Transcribe each entry exactly as it appears, leaving out any picture it holds.

[Collected data entries]
---

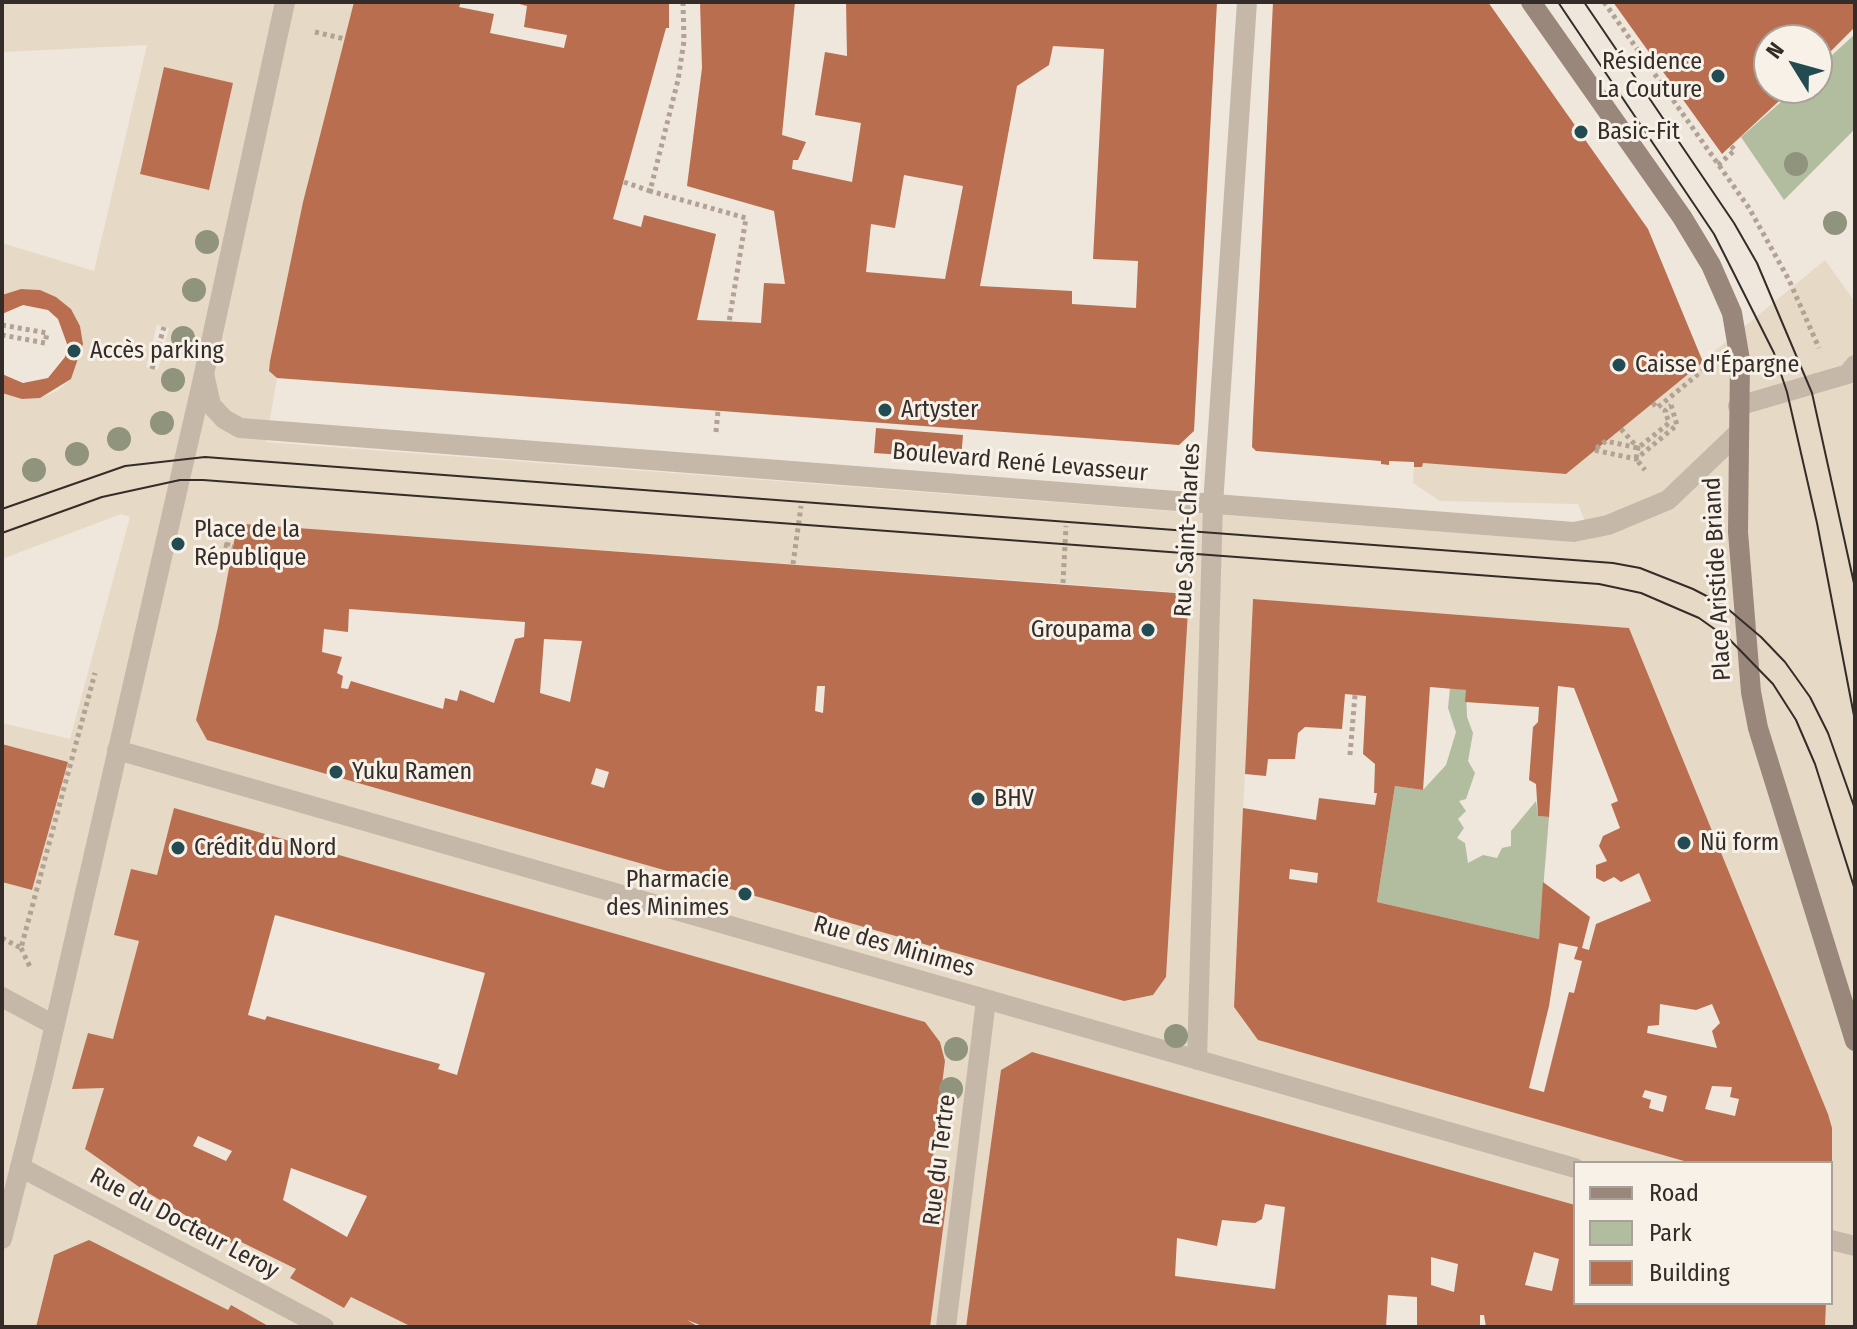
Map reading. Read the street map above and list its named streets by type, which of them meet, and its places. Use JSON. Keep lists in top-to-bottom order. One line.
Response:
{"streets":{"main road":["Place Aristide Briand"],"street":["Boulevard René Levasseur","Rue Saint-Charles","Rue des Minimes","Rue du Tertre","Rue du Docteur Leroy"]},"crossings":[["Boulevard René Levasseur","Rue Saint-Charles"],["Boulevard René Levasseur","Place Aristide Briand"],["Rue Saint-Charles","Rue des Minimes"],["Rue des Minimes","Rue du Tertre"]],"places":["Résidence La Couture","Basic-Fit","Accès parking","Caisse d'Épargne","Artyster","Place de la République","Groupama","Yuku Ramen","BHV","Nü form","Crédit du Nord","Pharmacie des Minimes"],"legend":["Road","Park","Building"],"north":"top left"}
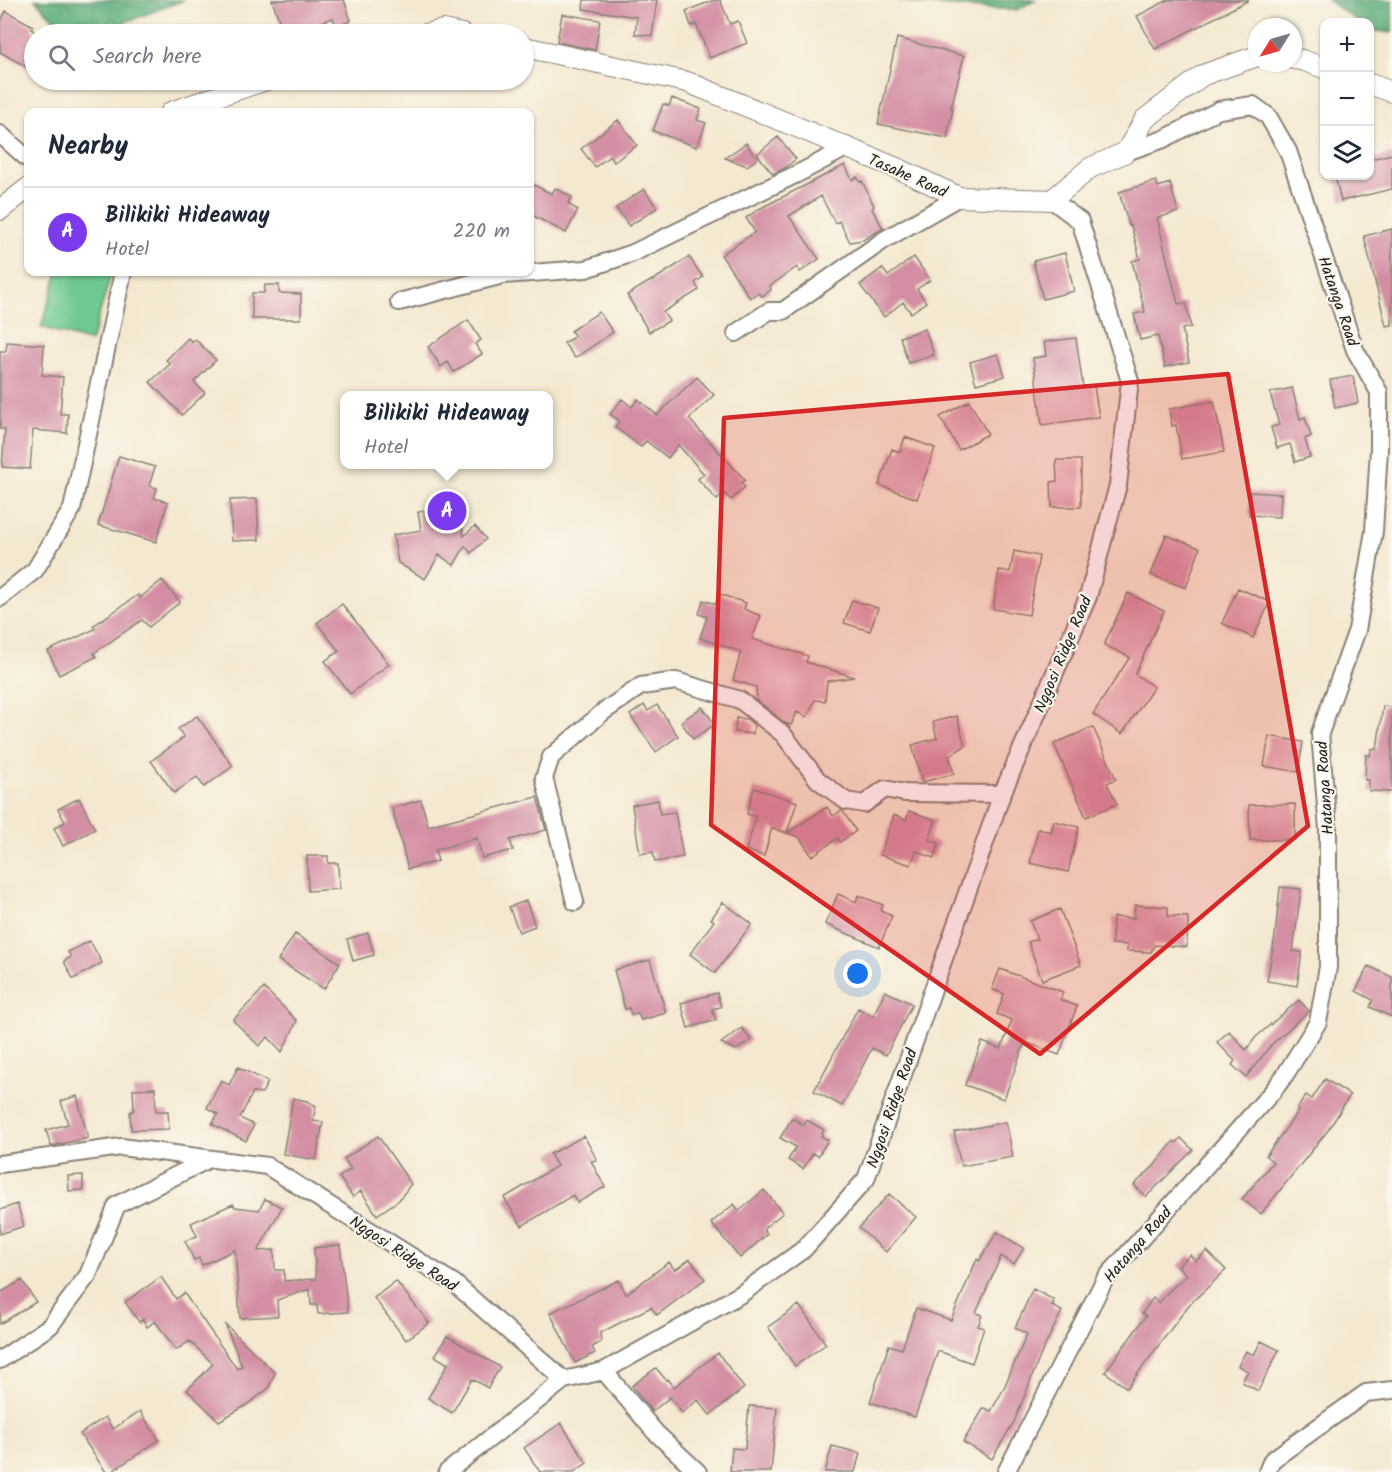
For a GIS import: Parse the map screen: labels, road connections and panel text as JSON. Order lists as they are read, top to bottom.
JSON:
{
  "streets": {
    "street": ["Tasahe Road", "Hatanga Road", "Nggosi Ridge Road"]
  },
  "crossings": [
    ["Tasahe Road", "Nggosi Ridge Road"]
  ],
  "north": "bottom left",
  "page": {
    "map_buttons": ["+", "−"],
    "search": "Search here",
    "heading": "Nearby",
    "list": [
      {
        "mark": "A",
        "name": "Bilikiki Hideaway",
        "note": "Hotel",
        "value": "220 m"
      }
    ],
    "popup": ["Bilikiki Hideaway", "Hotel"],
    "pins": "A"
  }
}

---

### REPLY
Map reading. Read the street map above and list its named streets by type, which of them meet, and its places. Use JSON. Keep lists in top-to-bottom order. One line.
Response:
{"streets":{"main road":["Place Aristide Briand"],"street":["Boulevard René Levasseur","Rue Saint-Charles","Rue des Minimes","Rue du Tertre","Rue du Docteur Leroy"]},"crossings":[["Boulevard René Levasseur","Rue Saint-Charles"],["Boulevard René Levasseur","Place Aristide Briand"],["Rue Saint-Charles","Rue des Minimes"],["Rue des Minimes","Rue du Tertre"]],"places":["Résidence La Couture","Basic-Fit","Accès parking","Caisse d'Épargne","Artyster","Place de la République","Groupama","Yuku Ramen","BHV","Nü form","Crédit du Nord","Pharmacie des Minimes"],"legend":["Road","Park","Building"],"north":"top left"}
For a GIS import: Parse the map screen: labels, road connections and panel text as JSON. Order lists as they are read, top to bottom.
JSON:
{
  "streets": {
    "street": ["Tasahe Road", "Hatanga Road", "Nggosi Ridge Road"]
  },
  "crossings": [
    ["Tasahe Road", "Nggosi Ridge Road"]
  ],
  "north": "bottom left",
  "page": {
    "map_buttons": ["+", "−"],
    "search": "Search here",
    "heading": "Nearby",
    "list": [
      {
        "mark": "A",
        "name": "Bilikiki Hideaway",
        "note": "Hotel",
        "value": "220 m"
      }
    ],
    "popup": ["Bilikiki Hideaway", "Hotel"],
    "pins": "A"
  }
}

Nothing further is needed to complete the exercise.